I started a non-profit a while back and it has been growing by leaps and bounds. Of course, it will take grant money to move into the big leagues where we can make a bigger splash, so much of my time is consumed with writing those grants.
And while we wait, I keep moving us into positions that make us compliant with that foundation’s requirements. One of those things was drafting bylaws which I spent the better part of the last week writing.
I waited a week for my grant “advisor” (she’s been of some help, but lots of empty promises, too) to provide me with a set of bylaws she’d written. I asked twice. I wasn’t going to ask a third time.
So I googled sample by-laws and wrote my own. They are ready to present on Thursday. TODAY, the advisor sends me her promised by-laws. I compared the two. Mine is better, so I sent her mine.
I need to send a board member info on financials.
I need to compile a list of past recipients, their contact info, etc. for follow-up team.
This week I start to prepare for a pre-registration orientation for a matching grant campaign. That involves a LOT of writing on each aspect and a full profile on each project.
Also on the agenda: make some chocolate chip cookies for the mandatory board meeting later this month (another member is providing a light supper).
I made enough macaroni & cheese (from scratch) to feed 100 homeless people. I actually made enough for 150. Volunteers might get hungry, too.
I need to make mac & cheese for 50 by next Saturday for a funeral dinner.
Yet another project: work on magazine articles for the Jan/February edition. The November/December issue should be coming out either this week or next (not sure).
I continue downsizing. Some is so hard to part with…button pins of Nick’s picture in his Pop Warner football uniform, his school papers I so carefully saved, planning to tease him when he had kids of his own but now no one will want them after we’re gone. I live in a world of dashed dreams now, and so I rebuild by feeding the homeless and starting non-profits, hoping to save a few starfish off the beach. My life has taken such unexpected twists and turns.
We are redoing the master bath. This was the first room we remodeled when we first moved in 30 years ago. It is time to refresh. Perhaps we’ve come full circle. Since the guest bath is Old South/Victorian décor (claw foot tub, subway tile, pedestal sink, etc.), we want the master bath to be masculine yet spa-like.
Eldest son turned 36 last Saturday. He is not happy. I told him I’d be happy to trade places. He was unamused. I promised him lobster mac & cheese for dinner one night this week and thought I’d make him a pumpkin sheet cake (he loves pumpkin).
Happy Halloween! I wonder if we’ll have anyone at the door this year. The little girls across the street assured me they would come over. They didn’t last year, so who knows? I bought some regular size Reeses’ peanut butter cups and regular size Hershey with almond candy bars. If we get trick or treaters, I’ll be the one who hands out the “good candy”, if not, well, those are the candy bars we like. In case we are unexpectedly slammed with doorbell ringers, which hasn’t happened in the last 15 years, I have a bag of fun size Hershey bars.
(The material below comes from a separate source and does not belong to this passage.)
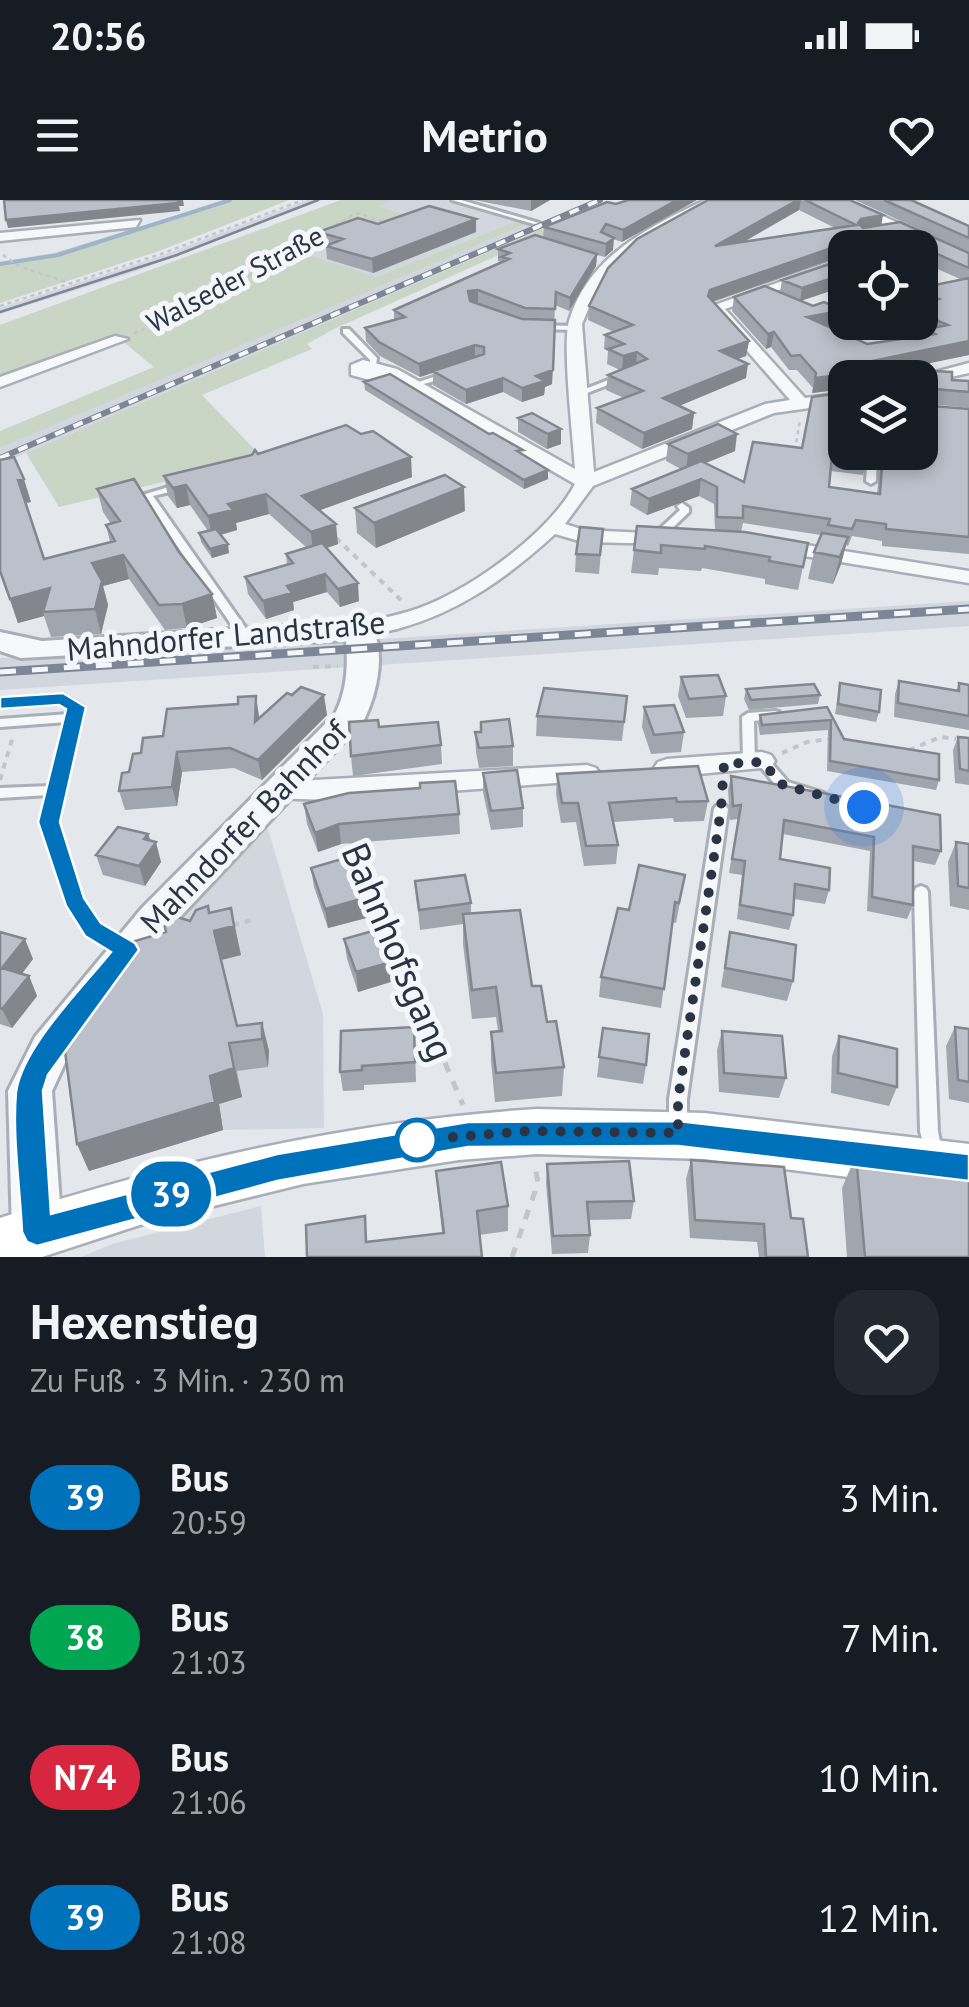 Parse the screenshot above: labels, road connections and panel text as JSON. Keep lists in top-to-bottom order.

If not, they’ll be good stocking stuffers at Christmas.
Halloween was a big deal in the 1950s town I grew up in. I usually opted to be a witch until the year it rained and the orange witch’s hat got wet and orange ink poured off it and into my hair, face, and costume. By the time I was 11, I was allowed to trick or treat with friends without parental guidance. We used pillowcases instead of the paper sacks they handed out at school and stores, because even if it rained, the pillowcase would not fall apart and it was much bigger than a paper bag. It was not unusual for us to range all over town, returning home to dump off candy and head back out, making sure to hit the houses with the “good” candy a second time.
Our neighborhood was upscale. Famous people live in the town I grew up in. At the time we resided at the house on the hill, the heirs to the Schraftt candy fortune lived at the end of our street. Their estate backed up to the Country Club. As children, we would sometimes knock on their door and talk to the maid, who would hand us a little candy and send us on our way. At Halloween, they would pour handfuls of Schraftt candy into our sacks. There were hundreds of us kids running around. We must have cost our parents a small fortune.
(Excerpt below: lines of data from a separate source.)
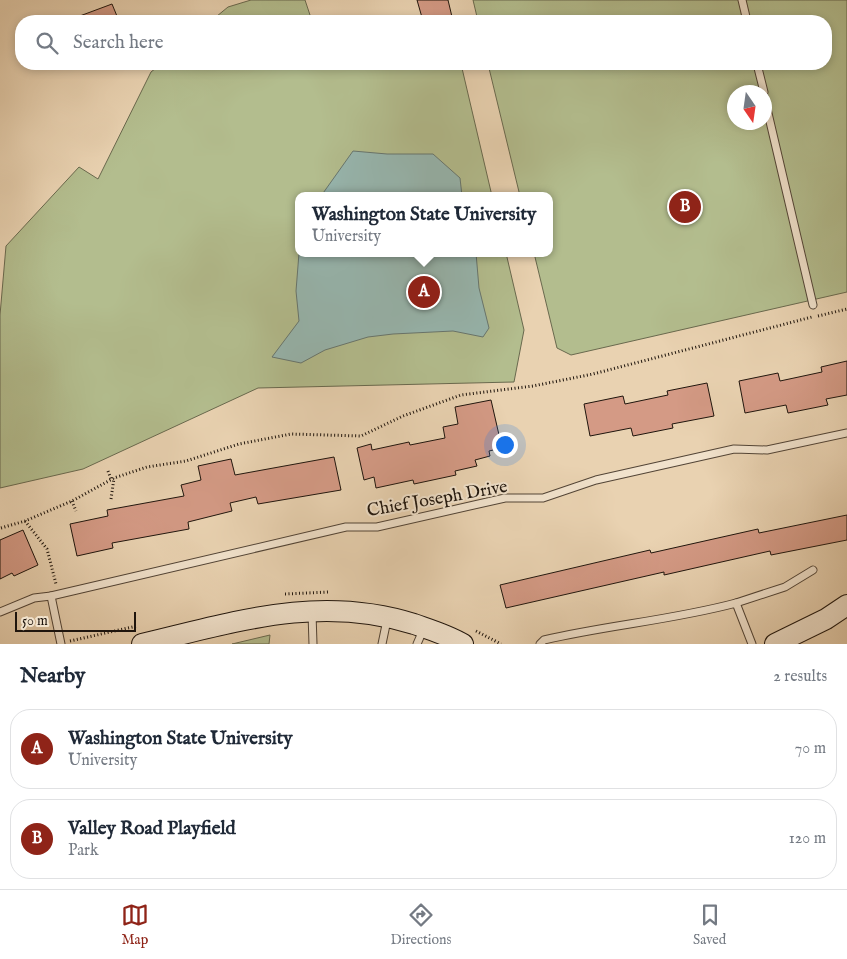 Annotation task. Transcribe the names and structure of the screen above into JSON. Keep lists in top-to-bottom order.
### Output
{
  "streets": {
    "lane": ["Chief Joseph Drive"]
  },
  "scale_bar": "50 m",
  "north": "bottom",
  "page": {
    "search": "Search here",
    "pins": ["B", "A"],
    "popup": ["Washington State University", "University"],
    "scale": "50 m",
    "heading": ["Nearby", "2 results"],
    "list": [
      {
        "mark": "A",
        "name": "Washington State University",
        "note": "University",
        "value": "70 m"
      },
      {
        "mark": "B",
        "name": "Valley Road Playfield",
        "note": "Park",
        "value": "120 m"
      }
    ],
    "nav": ["Map", "Directions", "Saved"]
  }
}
The Schraftt grounds were park-like. The winding drive was heavily treed, so the house was not immediately seen. It rose up in the middle of the forest, resting on a foundation of round rocks, almost boulder-sized, a grand Tudor that breathed Old world style, from the chocolate brown shingles to the gabled roofline. The front porch was twenty feet wide and furnished with wicker rockers and side tables. We loved the Schraftts and they, from a distance, loved us.
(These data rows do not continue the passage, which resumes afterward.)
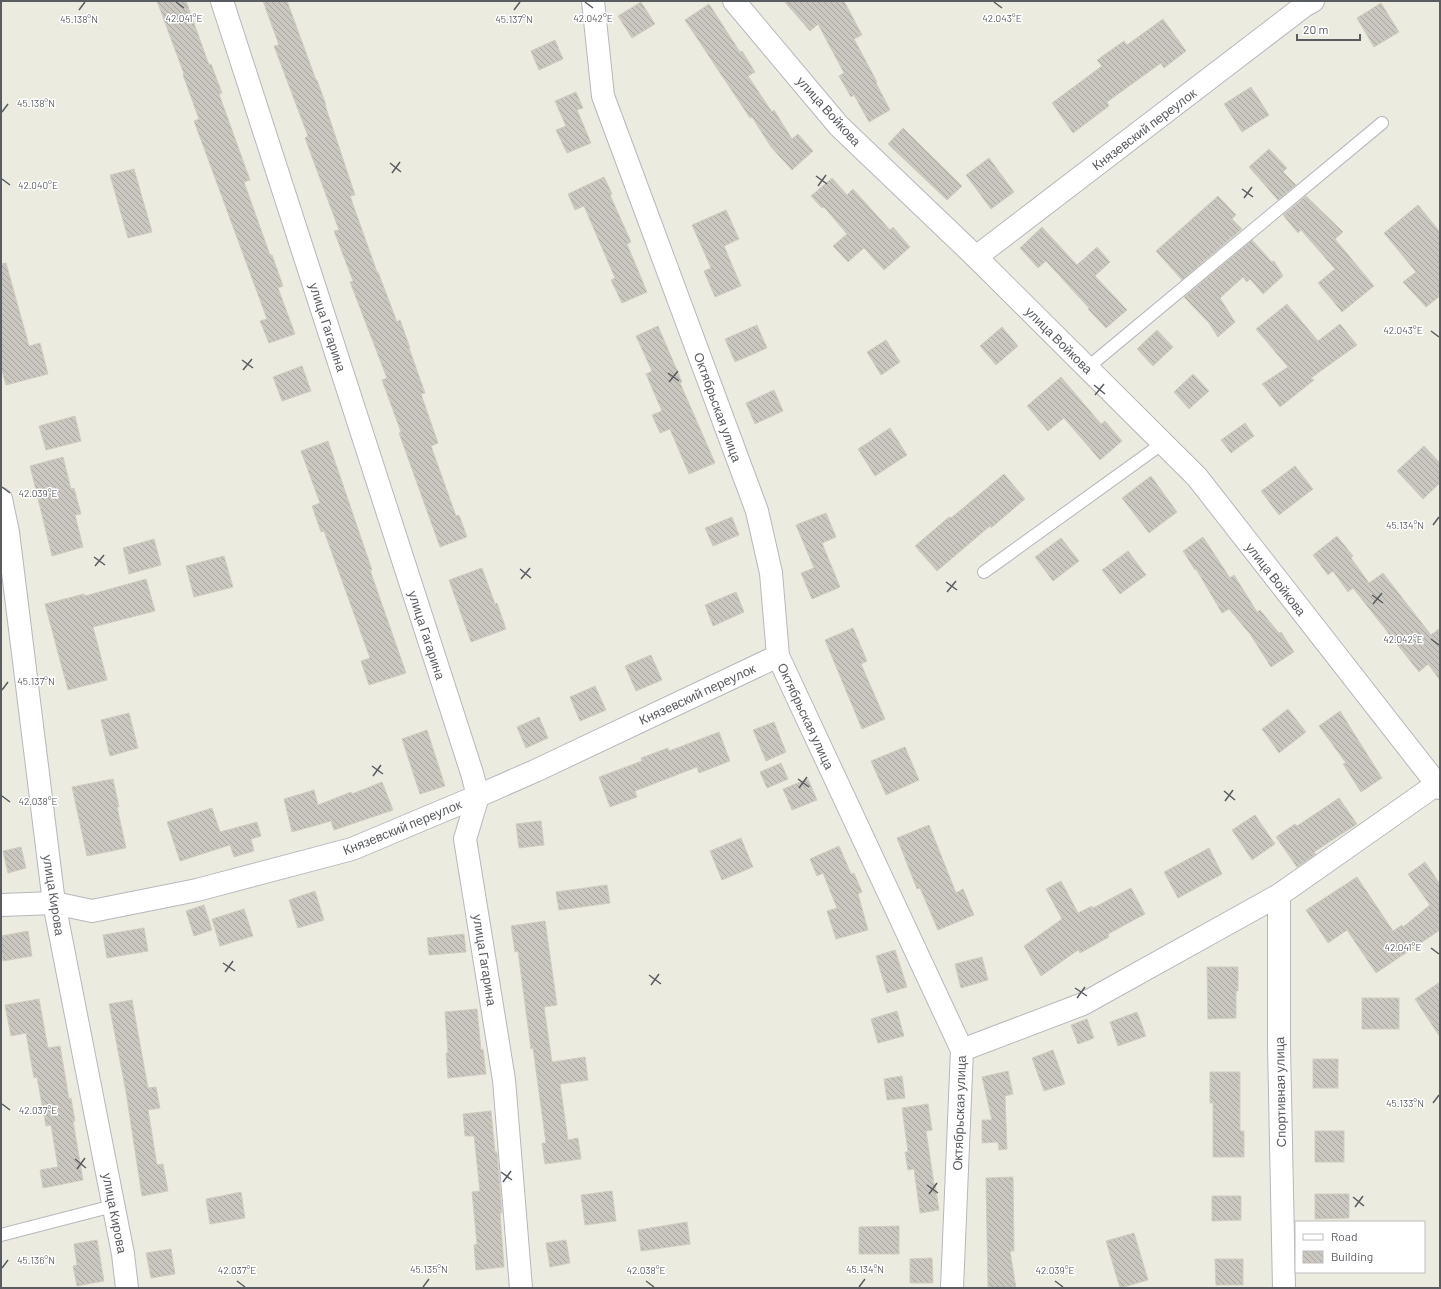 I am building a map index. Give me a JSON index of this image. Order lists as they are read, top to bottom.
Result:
{
  "streets": {
    "street": [
      "улица Войкова",
      "Князевский переулок",
      "улица Гагарина",
      "Октябрьская улица",
      "улица Кирова",
      "Спортивная улица"
    ]
  },
  "crossings": [
    ["улица Войкова", "Князевский переулок"],
    ["Князевский переулок", "улица Гагарина"],
    ["Князевский переулок", "Октябрьская улица"],
    ["Князевский переулок", "улица Кирова"]
  ],
  "legend": ["Road", "Building"],
  "scale_bar": "20 m",
  "coordinates": [
    "42.041°E",
    "42.042°E",
    "42.043°E",
    "45.138°N",
    "45.137°N",
    "42.040°E",
    "42.039°E",
    "45.134°N",
    "42.038°E",
    "45.133°N",
    "42.037°E",
    "45.136°N",
    "45.135°N"
  ]
}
And, then, suddenly, they were gone and they’d sold the mansion, oddly enough, to a CEO of Brach’s candy. But the Brachs didn’t have a nice maid. They had Doberman Pinscher guard dogs and warning signs. The dogs were scary. They did not cross the property line, but they’d rush right up, snarling and snapping and running parallel as we walked to school. Scared me to death, but they never went beyond their boundary. My brothers trick or treated there, so they obviously locked their dogs up, but I was never brave enough.
Okay. Enough random things. Talk atcha later, gators.